Hello Friends, Been a While. Anyone have some guidance on macOS Malware Analysis?

hartescout · January 23, 2021, 6:54pm

So, basically the title of the post. Recently took on a full-time position on a threat research/hunt team and have become interested in filling a gap in macOS reverse engineering/Malware Analysis expertise. Zero2Auto and these forums and Discord are huge part in why I have this position so I thought I should ask the community.

Any guidance? Some initial searches have turned up some decent-looking information but I haven’t found any books specifically focused on the architecture and or OS.
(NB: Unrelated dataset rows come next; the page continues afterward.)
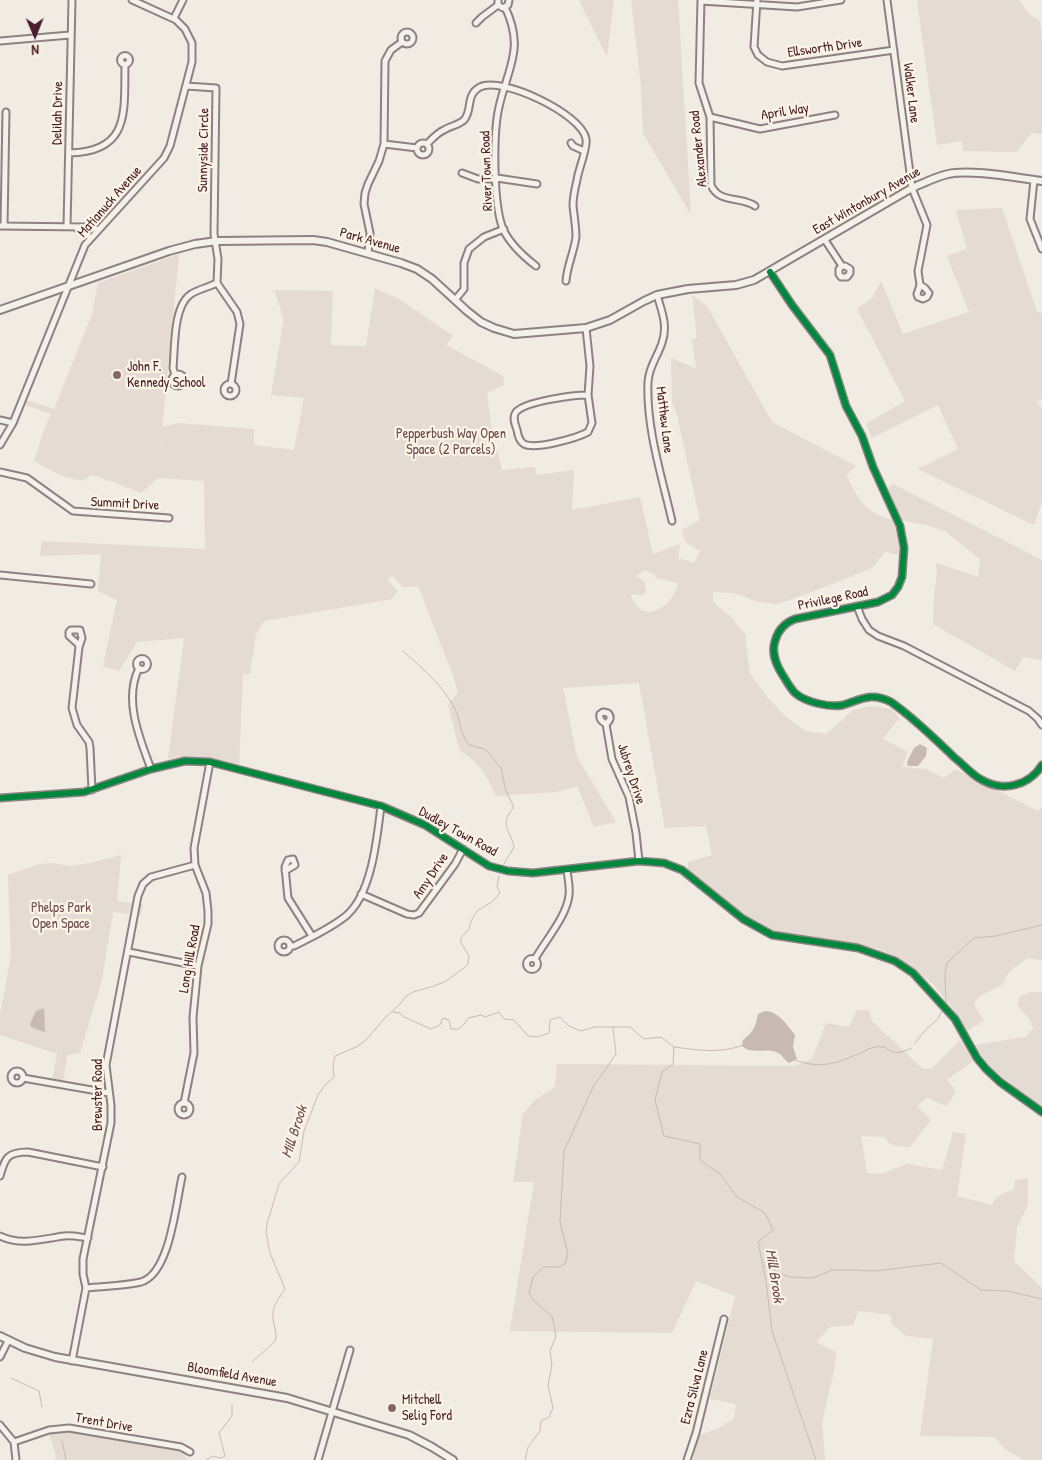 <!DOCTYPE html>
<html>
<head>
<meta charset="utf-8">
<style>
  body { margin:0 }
  #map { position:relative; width:1042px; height:1460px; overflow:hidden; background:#f0ebe3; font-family:"Patrick Hand",sans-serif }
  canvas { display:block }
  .north { position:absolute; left:10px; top:10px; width:50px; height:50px; -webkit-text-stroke:4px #fcf5e5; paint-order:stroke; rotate:179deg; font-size:14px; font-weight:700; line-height:20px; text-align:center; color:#4a1f2b }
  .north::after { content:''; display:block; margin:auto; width:18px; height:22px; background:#4a1f2b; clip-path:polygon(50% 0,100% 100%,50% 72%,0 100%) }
</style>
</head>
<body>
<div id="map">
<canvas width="1042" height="1460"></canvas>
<div class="north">N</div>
</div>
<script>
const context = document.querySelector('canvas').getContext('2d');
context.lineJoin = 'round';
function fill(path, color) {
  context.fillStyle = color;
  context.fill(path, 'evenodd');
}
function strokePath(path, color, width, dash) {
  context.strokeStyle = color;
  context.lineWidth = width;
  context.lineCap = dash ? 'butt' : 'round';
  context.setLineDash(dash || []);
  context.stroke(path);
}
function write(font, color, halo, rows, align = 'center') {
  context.font = font + ' "Patrick Hand",sans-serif';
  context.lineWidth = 4.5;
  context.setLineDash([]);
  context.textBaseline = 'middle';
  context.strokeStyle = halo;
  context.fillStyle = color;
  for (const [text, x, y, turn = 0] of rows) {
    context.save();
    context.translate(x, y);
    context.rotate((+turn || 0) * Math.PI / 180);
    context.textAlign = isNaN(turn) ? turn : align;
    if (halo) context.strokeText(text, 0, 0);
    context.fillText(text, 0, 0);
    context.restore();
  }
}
fill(new Path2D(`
  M179,254l-19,197 -115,-24 6,-13 -26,-9 2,-5 27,9 38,-95 6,-31z`), '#e6dbd2');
fill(new Path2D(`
  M579,0h35l-7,57z
  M631,0h47l13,215 -48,-82 -2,-48z
  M917,0h102l10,14 11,7 2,20v93l-11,-1 -14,19 -54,-1 -1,-10 -25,4z
  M1002,208l35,104 5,1v86l-6,3 6,6v94l-8,23 -116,-56 40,-20 -20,-44 -66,33 -6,-14 39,-23 -48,-92 15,-11 9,-17 22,53 66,-22 -22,-56 20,-7 -11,-39z
  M375,288l24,11 54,37 -7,9 57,31 1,9 -17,8 4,31 11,46 33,-3 1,8 38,-5 -2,40 68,-13 13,57 27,-10 -2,14 16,5 6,-12 -15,-9 -3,-12 18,-10 -23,-105 -5,-13 -1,-44 25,10 -4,-29 5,-1 -5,-43 15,11 65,116 84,44 -10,9c13,25 17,36 46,45l4,11 4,24 -15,-3 -13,16 -60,24 -34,12 -19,-2 -25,-9 -21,-1v10l18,15 14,17 5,40 18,24 17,18 20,15 21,3 27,-24 18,-4 21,3 7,9 -16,21 25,13 -6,15 24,2 18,9 11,-9 83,42 4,-4v153l-15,-2 -19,15 -6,12 -20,10 -7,6v6l9,13 -18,12 -12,-22 -21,-26 -35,-27 -22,-9 -100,-16 -30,-16 -58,-46v-8l24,-7 -6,-29 -41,2 -26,-145 -76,5 14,69 39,65 -22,5 -17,-41 -20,6 -61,4c-8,-19 -18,-35 -36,-45l-12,-46 10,-13 -6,-19 -34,-87 -15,1 -11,-11 -5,4 11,11 -6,8 -128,22 -8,13 -6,40h-7l-4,90c-5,1 -9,-2 -15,-3 -19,-3 -37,-6 -56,-2l16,-121 -47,4 -18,29 -16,-5 14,-66 -19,-9 3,-37 -61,2 2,-15 163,8 -1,-68 -46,-3 -17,15 -30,-12 -19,-6 -10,6 -20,-5 -28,-15 11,-34 115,24 2,-24 16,-4 76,6v16l40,5 10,-52 -33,-3 13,-76 -10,-29 59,1 -2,54 35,1zM644,570l11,5 1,3 22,5c-4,24 -37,44 -47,12h12l3,-3 -1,-10 -9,-6z
  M893,484l149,76v100l-19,-3 -8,14 -82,-47 1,-29 3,-21 -1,-11 42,14 2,-18 -34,-27 -19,-7 -26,-5 -13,-32z
  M121,855l-4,46 26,4 -2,10 -28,-3 -11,68 -22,73 -13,2 -4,29 -11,-2 5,-28 -57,-19v-21l11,-58 -3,-81 32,-11 12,-1 18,3 21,-3z
  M1031,992h11v116l-52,-41 -15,-22 50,-8 8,-8 -2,-8 -13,-15v-8z
  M857,1010h12l2,10 52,49 9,-1 28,-28 13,21 -26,19 9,11 -9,15 -20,-8 -10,8 14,14 -22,28 -19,-4 -6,-7 -23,-1 6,37 14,1 26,-10 35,6 11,-38 13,2 -9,62 35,9 4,-8 18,-8 1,-9 13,-2v26l-11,24 -3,33 28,27v172h-19l-18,-11 -10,-12 -75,-1 13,-97 -27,-3 -15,-13v-8l-33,-4 -5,14 -23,2 -14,15 20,10 -1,14 -13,57 3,37h-132l5,-24 23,-9 13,-8 2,-15 -26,-5 25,-103 -39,-15 -24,52 -162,-2 24,-149h-21l10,-68 12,-14 20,-13 2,-23 238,2 17,-7 14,-36 23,4z
  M67,1429l116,22 4,9h-132l1,-5 -8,-23z`), '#e4dbd2');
fill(new Path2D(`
  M920,744l7,4 -1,8 -8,10h-10l-1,-4 7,-14z
  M44,1008l1,23 -1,1 -13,-5 -1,-3 6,-13z
  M765,1011c13,0 22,14 30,24l-2,12 4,12 -8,4c-6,-4 -7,-10 -16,-12 -10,-2 -22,3 -31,-5l1,-6c11,-9 12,-12 15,-26z`), '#c9b9b3');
strokePath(new Path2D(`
  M403,651c20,18 39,33 52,58 6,11 3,22 14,36l15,4 3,2 14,17 5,23 7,14v3c-14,18 -3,21 1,39l-10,17
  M946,1002l-1,-29 2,-10 27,-25 22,-2 46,-11
  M393,1012l7,1 4,4 27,12 9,-4 3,-7 6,2 2,9h8l6,-6 3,-5 13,-3 4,2 14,-5 5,7 10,1 14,16 10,1 11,-4 1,-13 10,-3 9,9 12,5 13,-4h36l14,12 17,-2 13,10 -1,17 -11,8 -7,28 9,36 36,8v16l20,14 17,23 28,16 8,17 -15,12 8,39 6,50 44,129
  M915,1043l11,-14 11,-9 6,-11
  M674,1047c24,3 46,7 69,-2
  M795,1060c25,9 40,4 63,-6 6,-2 12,-7 18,-7 17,-3 10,13 36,1
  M764,1266l25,11 24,1 19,-8h21l22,1 66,-8 40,27 26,1 35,8
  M252,1362c4,-4 22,-19 23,-21 3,-8 -2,-16 -2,-24 -1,-11 6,-19 12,-28l-15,-36 -4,-21 1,-8 12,-40 20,-22 5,-31 14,-36 7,-10 9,-8 -1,-12 2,-9 21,-9 9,-6 20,-23 15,-14 6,-8 7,-4 21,-6 12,-5 18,-13 4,-4 1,-8 -8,-13v-5l8,-9 2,-8 6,-10 16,-10 7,-8 -3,-6 2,-11
  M11,1378l28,13 3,16
  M62,1441l4,19
  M206,1460l7,-4 8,2 4,-2 -6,-23 13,-17v-11
  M525,1460l3,-13 12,-16 1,-10 8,-4 4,-9 -5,-23 4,-20 -2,-14 6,-15 -4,-20 -18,-15 -5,-8 4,-16 11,-10h14l7,-3 3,-10 -8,-32 4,-71 29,-64 23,-33 -3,-26`), '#c9b9b3', 1);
const minor = new Path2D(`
  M498,0v5l5,3 5,-3 1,-5
  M701,0l-2,83 11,34 1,68c8,19 30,11 44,21
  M757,0l-3,47 4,8 9,7 15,4 112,-16
  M887,0l25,188 15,37 -9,46 2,14 -3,9 1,3 5,2 4,-2 2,-4 -4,-5 -5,-3
  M701,1l96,6 44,-7
  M505,7c20,42 3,60 -6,100 -6,26 -6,97 4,122 7,15 20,27 33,37
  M174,18l9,-18
  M476,23l6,-6 16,-12
  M401 38a6 6 0 1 1 12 0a6 6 0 1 1-12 0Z
  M0,41l70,-6
  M120.5 60a4.5 4.5 0 1 1 9 0a4.5 4.5 0 1 1-9 0Z
  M186,86l30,2 -2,146 4,25 -1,24 20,29 3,12 -9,60
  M710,117l50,12 75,-14
  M571,143l2,3 11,5
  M417 149a6 6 0 1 1 12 0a6 6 0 1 1-12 0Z
  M384,144l33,4
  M427,144c5,-5 10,-11 17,-14 6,-4 15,-5 20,-10 9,-10 1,-25 16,-33 22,-11 102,27 106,52 2,9 -8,31 -9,41 -2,8 -4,17 -4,26 1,10 3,20 3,31 -2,15 -9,29 -10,44
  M69,153c62,-1 55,-42 56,-89
  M462,173l16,6h19
  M497,178l40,6
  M1034,180l-4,39 12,30
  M0,226l85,1 13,3
  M4,226l2,-114
  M67,227l5,-227
  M75,227l16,11
  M825,240l17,26h3l5,3v4l-3,4h-6l-2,-3v-5l3,-3
  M368,253l2,-20 -6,-29 1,-11 3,-9 11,-23 5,-17 1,-83 6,-11 11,-8
  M770,272l22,33 38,50 16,51 16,30 11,31 27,59 4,22 -2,29 -4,10 -6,8 -14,7 -83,17c-11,4 -17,11 -20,22 -4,12 1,23 7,33 4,6 8,14 13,19 10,9 35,15 48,12 19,-6 29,-13 48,-3 23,16 44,37 64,56 9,7 17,17 27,22 21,12 47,6 60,-15
  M657,295c5,17 11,31 5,48 -5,15 -13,23 -14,39 -2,46 14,95 24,139
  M455,300l9,-11v-26l5,-14 15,-12 20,-8
  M586,328l4,38 -2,29
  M172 380a6 6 0 1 1 12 0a6 6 0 1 1-12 0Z
  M175,375l-2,-7c2,-21 0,-62 18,-74 8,-5 18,-7 26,-11
  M224 390a6 6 0 1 1 12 0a6 6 0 1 1-12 0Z
  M588,395l4,28 -4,9c-11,6 -53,18 -64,12 -5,-3 -6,-9 -7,-14 -2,-6 -5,-13 -1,-18 10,-11 58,-17 72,-17z
  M0,420l13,3
  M0,445l13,-22 72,-178 79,-87 6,-12 22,-84v-19l-7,-14 -9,-9 -44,-20
  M0,472l27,6 46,33 96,7
  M0,575l91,9
  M857,606l5,13 7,11 9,6 26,10 125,65 9,8 4,6
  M79,647l-1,-3 -9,-8v-4l2,-2h9l2,8 -3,9 -7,61 5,17 12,17 1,6 2,42
  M136.5 664a5.5 5.5 0 1 1 11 0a5.5 5.5 0 1 1-11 0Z
  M139,668c-16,32 1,71 12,101
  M606,724c4,-3 6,-7 2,-11l-5,-1 -3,2c-1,5 1,7 6,10l6,35 17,38 7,36 3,28
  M0,798l84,-6 67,-23 34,-8 25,1 171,44 44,19 64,41 19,5 25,2 106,-12 25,2 18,7 61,49 29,16 86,13 37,13 18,12 42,46 22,39 9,11 14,13 42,30
  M285,871l10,-6 -2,-6 -5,1 -3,7 3,31 24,38
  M361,894l46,20 7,1 5,-2 36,-49 8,-15
  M278 946a6 6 0 1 1 12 0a6 6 0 1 1-12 0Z
  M290,946h4c17,-9 38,-18 53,-31 25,-22 30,-77 34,-109
  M129,952l69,14
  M526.5 964a5.5 5.5 0 1 1 11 0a5.5 5.5 0 1 1-11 0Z
  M535,959c10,-18 32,-43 34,-64 1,-8 -1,-17 -2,-24
  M11 1077a6 6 0 1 1 12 0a6 6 0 1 1-12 0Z
  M23,1078l86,15
  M184,1103l10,-50 -1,-36 5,-51 10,-42v-13l-2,-18 -11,-28 -1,-17 16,-86
  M178 1109a6 6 0 1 1 12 0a6 6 0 1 1-12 0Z
  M0,1176c5,-18 7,-24 28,-24l75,15
  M0,1236c21,10 42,3 64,0 8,-1 16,1 24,2
  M86,1288c18,-2 38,-2 55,-6 29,-8 35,-79 41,-105
  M0,1357l8,-16
  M72,1361l14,-73 -3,-14v-15l28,-136v-18l-5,-40 32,-169 5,-12 8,-7 44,-12
  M0,1425l14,17 2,18
  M14,1442l35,-12 20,-2 112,19 9,5
  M318,1460l32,-110
  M687,1460l9,-27 28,-114`);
const major = new Path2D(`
  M0,310l169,-59 26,-7 22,-3 96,-1 14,2 74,21 16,6 15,10 35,32 14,11 13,6 20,6 72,-6 24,-8 34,-19 13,-6 31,-6 48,-4 18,-5 158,-92c12,-5 23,-11 36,-14 24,-5 69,4 94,7
  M0,1336l25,12 30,9 232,41 122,37 23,12 21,13`);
strokePath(minor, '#8d8281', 9);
strokePath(major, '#8d8281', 10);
strokePath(minor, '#f4f1eb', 5);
strokePath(major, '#f4f1eb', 6);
strokePath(new Path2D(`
  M770,272l22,33 38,50 16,51 16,30 11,31 27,59 4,22 -2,29 -4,10 -6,8 -14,7 -83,17c-11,4 -17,11 -20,22 -4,12 1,23 7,33 4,6 8,14 13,19 10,9 35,15 48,12 19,-6 29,-13 48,-3 23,16 44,37 64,56 9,7 17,17 27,22 21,12 47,6 60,-15
  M0,798l84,-6 67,-23 34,-8 25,1 171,44 44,19 64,41 19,5 25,2 106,-12 25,2 18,7 61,49 29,16 86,13 37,13 18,12 42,46 22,39 9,11 14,13 42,30`), '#00873e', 6);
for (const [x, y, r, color] of [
  [117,375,5,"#84666b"],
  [392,1408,5,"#84666b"]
]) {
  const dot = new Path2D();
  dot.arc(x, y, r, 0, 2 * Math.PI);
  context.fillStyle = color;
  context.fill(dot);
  strokePath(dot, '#fcf5e5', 2);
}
write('14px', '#4a1f2b', '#fcf5e5', [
  ["Ellsworth Drive",825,48,-8],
  ["Walker Lane",911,93,83],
  ["April Way",785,112,-9],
  ["Delilah Drive",58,113,-89],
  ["Alexander Road",699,149,-96],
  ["Sunnyside Circle",204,150,-89],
  ["River Town Road",487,171,-92],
  ["East Wintonbury Avenue",867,201,-30],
  ["Matianuck Avenue",110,202,-49],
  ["Park Avenue",370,241,16],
  ["Matthew Lane",664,420,83],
  ["Summit Drive",125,504,3],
  ["Privilege Road",833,599,-12],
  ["Jubrey Drive",631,774,72],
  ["Dudley Town Road",458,832,29],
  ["Amy Drive",431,876,-56],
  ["Long Hill Road",190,959,-80],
  ["Brewster Road",98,1095,-90],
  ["Bloomfield Avenue",232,1375,10],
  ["Ezra Silva Lane",695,1387,-76],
  ["Trent Drive",104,1423,10]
]);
write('14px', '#4a1f2b', '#fcf5e5', [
  ["John F.",127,367],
  ["Kennedy School",127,383],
  ["Mitchell",402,1400],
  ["Selig Ford",402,1416]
], 'left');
write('14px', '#6e4b51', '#fcf5e5', [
  ["Pepperbush Way Open",451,434],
  ["Space (2 Parcels)",451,450],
  ["Phelps Park",61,908],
  ["Open Space",61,924]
]);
write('italic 15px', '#704d53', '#fcf5e5', [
  ["Mill Brook",295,1132,-72],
  ["Mill Brook",774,1276,81]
]);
</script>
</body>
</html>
Would be much appreciated!

alexa · January 24, 2021, 5:30am

idk man this is what i got, i hope you will find some help:

peta909 · January 26, 2021, 2:24am

hi there,
yup there isn’t as much info on mac malware stuff vs Windows or *nix. but the best you can turn to are the following:

https://objective-see.com/about.html

https://www.amazon.com/Jonathan-Levin/e/B008ZF7ZKK/ref=dp_byline_cont_book_1

always start with the basics learning the OSX file types and internals of OSX.

kris · February 7, 2021, 12:03am

I came across the MacOS Internals triology a few days ago, they aim to be the equivalent of Windows Internals books for MacOS. No idea how good they are though.